RECORDS SUPPLIED:

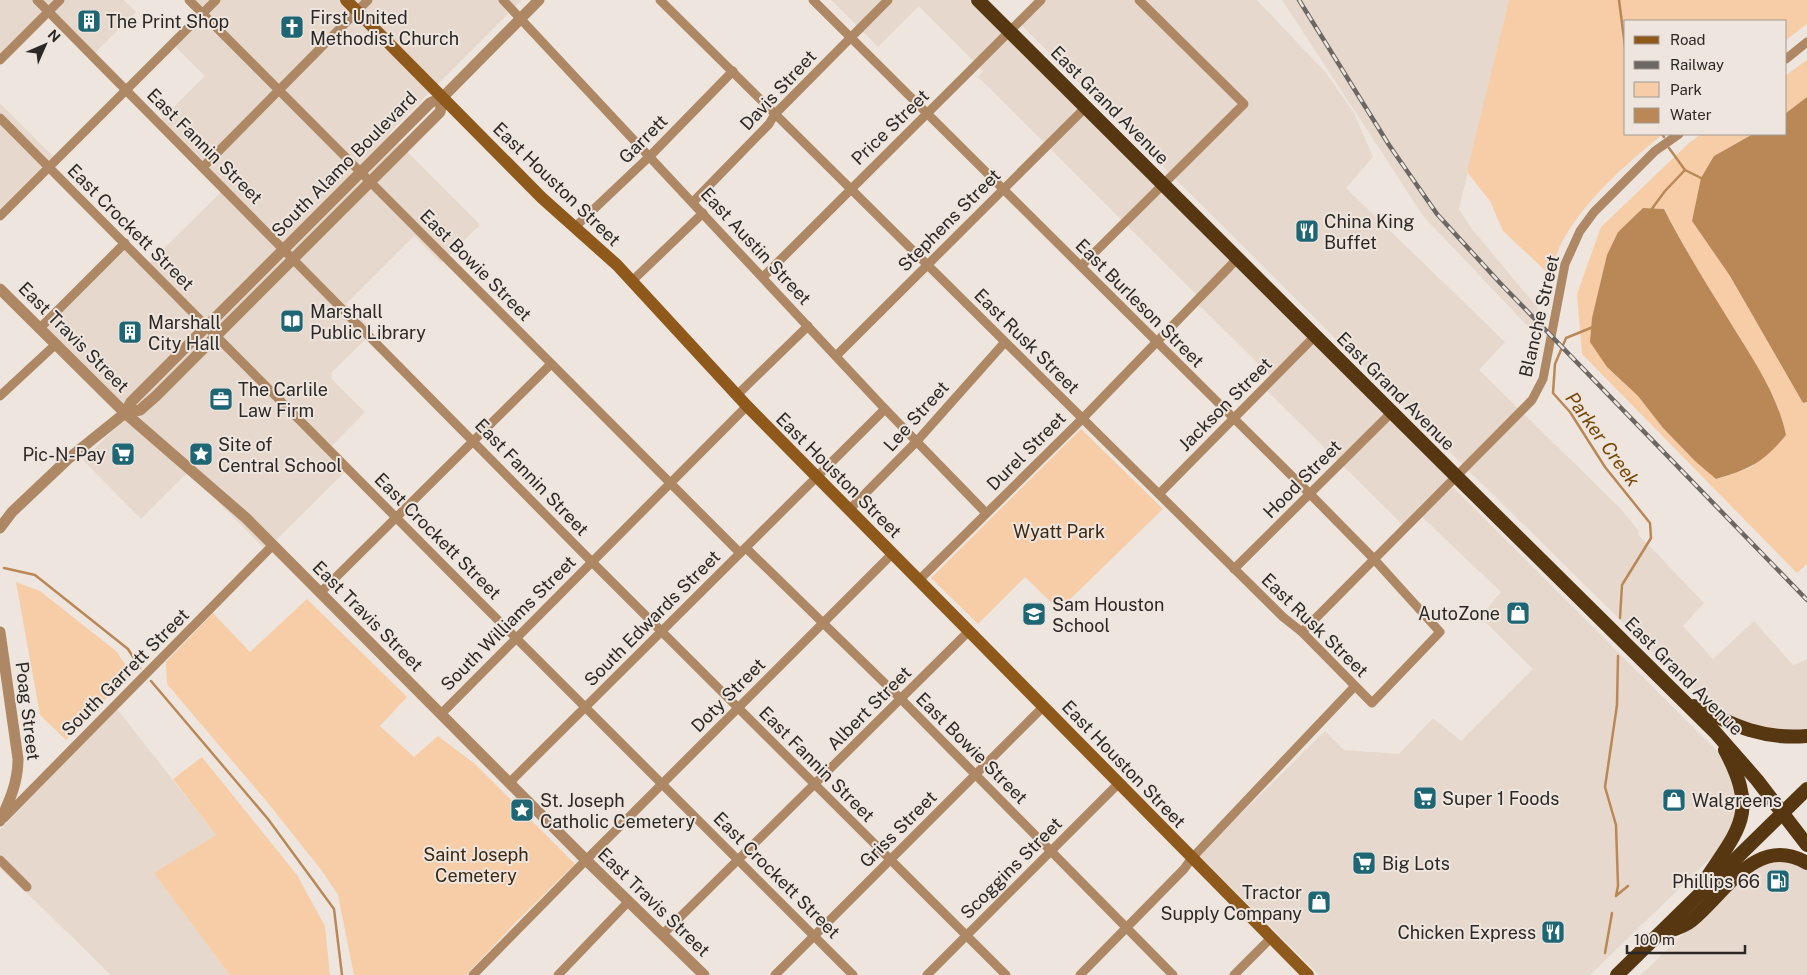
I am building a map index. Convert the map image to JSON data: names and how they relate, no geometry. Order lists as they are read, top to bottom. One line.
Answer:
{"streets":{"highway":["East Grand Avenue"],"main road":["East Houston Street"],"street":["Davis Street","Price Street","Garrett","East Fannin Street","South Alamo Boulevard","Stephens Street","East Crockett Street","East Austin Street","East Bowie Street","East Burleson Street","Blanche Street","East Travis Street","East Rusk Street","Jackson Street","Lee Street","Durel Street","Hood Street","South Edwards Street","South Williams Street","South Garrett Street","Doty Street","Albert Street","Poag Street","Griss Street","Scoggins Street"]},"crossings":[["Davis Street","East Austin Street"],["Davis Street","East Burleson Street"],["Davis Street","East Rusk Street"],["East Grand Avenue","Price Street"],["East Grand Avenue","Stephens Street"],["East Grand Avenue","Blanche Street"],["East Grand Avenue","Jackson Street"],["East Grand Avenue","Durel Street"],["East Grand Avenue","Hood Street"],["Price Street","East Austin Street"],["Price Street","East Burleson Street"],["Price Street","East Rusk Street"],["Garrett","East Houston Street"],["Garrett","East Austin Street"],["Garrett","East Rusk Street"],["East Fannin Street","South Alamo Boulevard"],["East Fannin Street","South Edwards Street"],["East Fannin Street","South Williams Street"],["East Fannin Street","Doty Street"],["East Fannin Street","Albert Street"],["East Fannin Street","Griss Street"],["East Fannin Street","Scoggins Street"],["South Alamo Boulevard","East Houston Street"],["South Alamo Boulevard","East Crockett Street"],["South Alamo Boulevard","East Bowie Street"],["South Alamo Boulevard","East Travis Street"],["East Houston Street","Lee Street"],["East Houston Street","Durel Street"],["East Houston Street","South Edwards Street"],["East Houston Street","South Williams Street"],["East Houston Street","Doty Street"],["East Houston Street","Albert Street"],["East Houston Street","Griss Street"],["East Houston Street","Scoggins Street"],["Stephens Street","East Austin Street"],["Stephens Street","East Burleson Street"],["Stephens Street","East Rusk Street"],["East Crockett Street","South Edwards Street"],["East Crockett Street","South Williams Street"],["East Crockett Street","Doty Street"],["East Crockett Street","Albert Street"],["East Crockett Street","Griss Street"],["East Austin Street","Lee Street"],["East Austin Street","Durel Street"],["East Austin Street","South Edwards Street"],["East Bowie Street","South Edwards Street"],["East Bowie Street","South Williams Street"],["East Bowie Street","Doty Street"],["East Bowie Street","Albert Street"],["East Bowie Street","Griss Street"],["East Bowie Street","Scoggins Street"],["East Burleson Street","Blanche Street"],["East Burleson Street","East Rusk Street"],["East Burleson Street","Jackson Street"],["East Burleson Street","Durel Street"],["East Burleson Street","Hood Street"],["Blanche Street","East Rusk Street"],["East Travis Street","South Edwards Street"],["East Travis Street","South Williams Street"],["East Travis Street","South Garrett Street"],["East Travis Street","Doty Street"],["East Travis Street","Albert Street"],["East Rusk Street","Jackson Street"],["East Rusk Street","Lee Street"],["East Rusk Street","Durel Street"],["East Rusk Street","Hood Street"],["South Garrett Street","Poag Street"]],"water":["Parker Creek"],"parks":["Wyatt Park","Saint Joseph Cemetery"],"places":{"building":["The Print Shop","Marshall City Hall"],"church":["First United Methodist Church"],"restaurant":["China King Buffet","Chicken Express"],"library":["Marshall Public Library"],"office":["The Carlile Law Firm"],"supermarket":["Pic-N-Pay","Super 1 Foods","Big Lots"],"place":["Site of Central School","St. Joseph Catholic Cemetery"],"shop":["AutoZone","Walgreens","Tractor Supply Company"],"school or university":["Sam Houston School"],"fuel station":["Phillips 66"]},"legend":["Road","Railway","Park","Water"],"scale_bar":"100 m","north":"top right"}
---
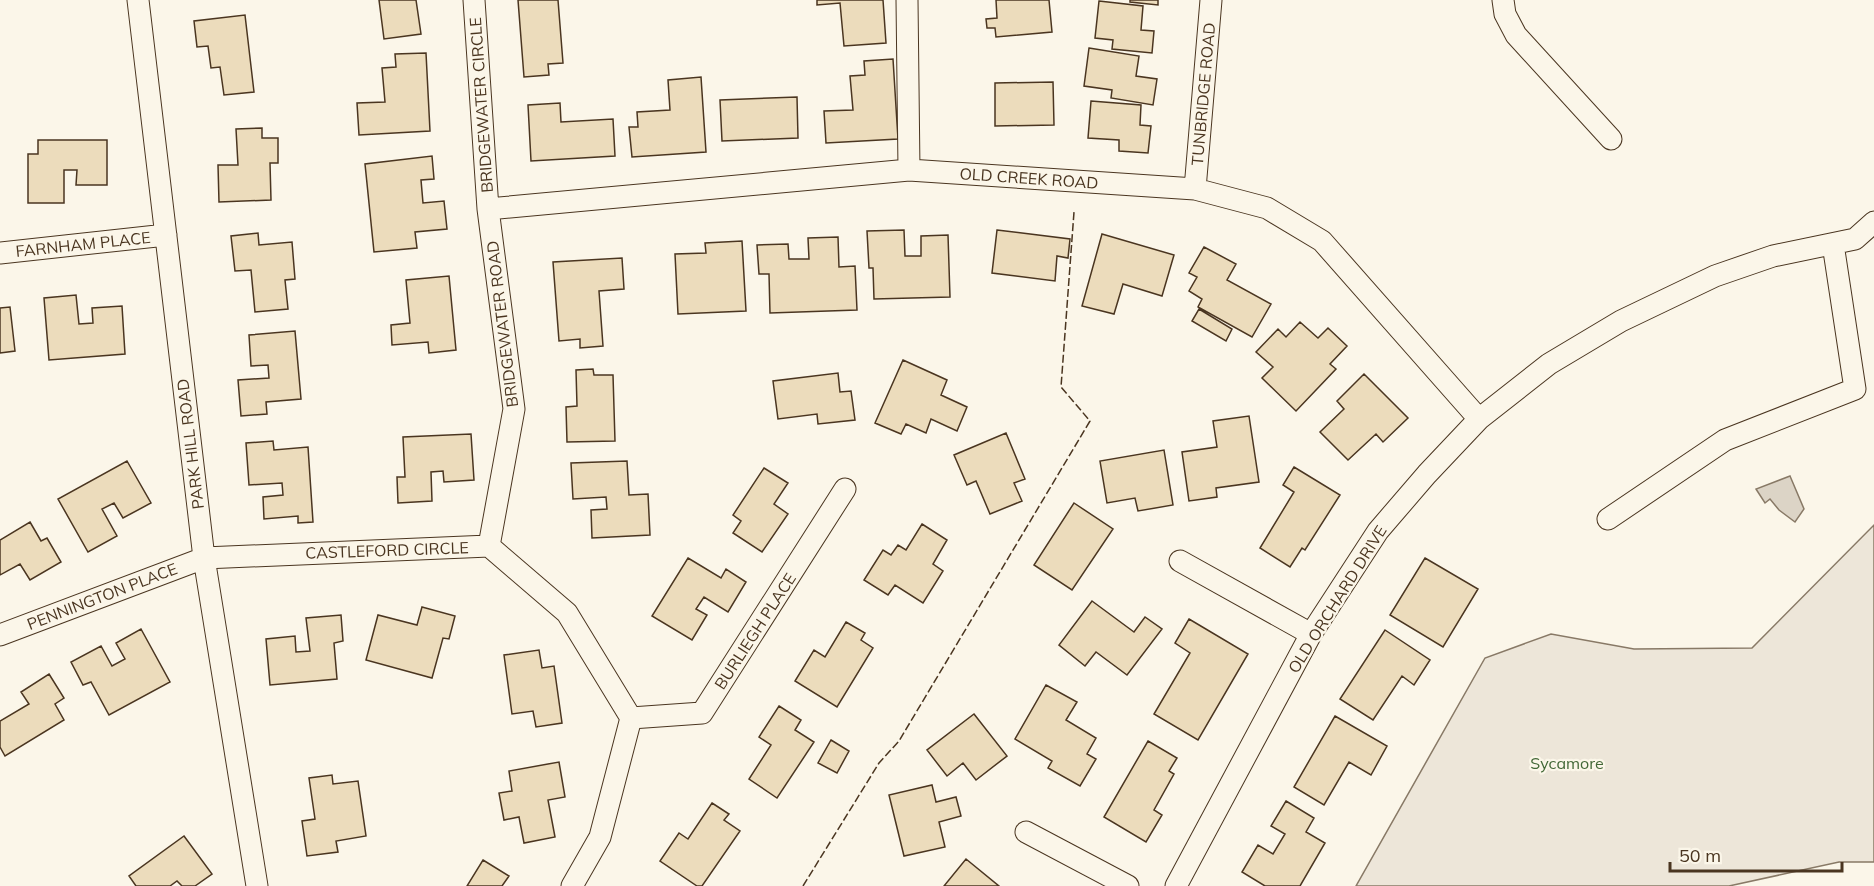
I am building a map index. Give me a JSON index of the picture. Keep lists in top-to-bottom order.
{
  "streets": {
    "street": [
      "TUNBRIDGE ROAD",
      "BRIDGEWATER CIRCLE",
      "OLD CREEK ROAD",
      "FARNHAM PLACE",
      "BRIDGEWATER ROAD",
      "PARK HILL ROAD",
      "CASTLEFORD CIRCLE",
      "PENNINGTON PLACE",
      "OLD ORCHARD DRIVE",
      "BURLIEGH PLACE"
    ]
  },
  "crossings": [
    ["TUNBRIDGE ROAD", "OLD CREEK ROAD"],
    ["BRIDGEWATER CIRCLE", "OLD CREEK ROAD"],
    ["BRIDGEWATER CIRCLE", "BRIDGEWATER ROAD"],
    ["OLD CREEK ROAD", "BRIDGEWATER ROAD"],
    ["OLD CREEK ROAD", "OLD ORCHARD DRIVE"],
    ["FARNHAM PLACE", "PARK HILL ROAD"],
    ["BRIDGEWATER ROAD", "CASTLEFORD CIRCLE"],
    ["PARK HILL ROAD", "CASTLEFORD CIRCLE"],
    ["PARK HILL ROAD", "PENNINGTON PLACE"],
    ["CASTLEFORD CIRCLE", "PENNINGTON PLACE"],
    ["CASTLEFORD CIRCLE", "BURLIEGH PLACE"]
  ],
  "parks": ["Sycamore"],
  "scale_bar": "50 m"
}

EXERCISE:
Set out every line from the material that contains the string "TUNBRIDGE".

ANSWER SECTION:
      "TUNBRIDGE ROAD",
    ["TUNBRIDGE ROAD", "OLD CREEK ROAD"],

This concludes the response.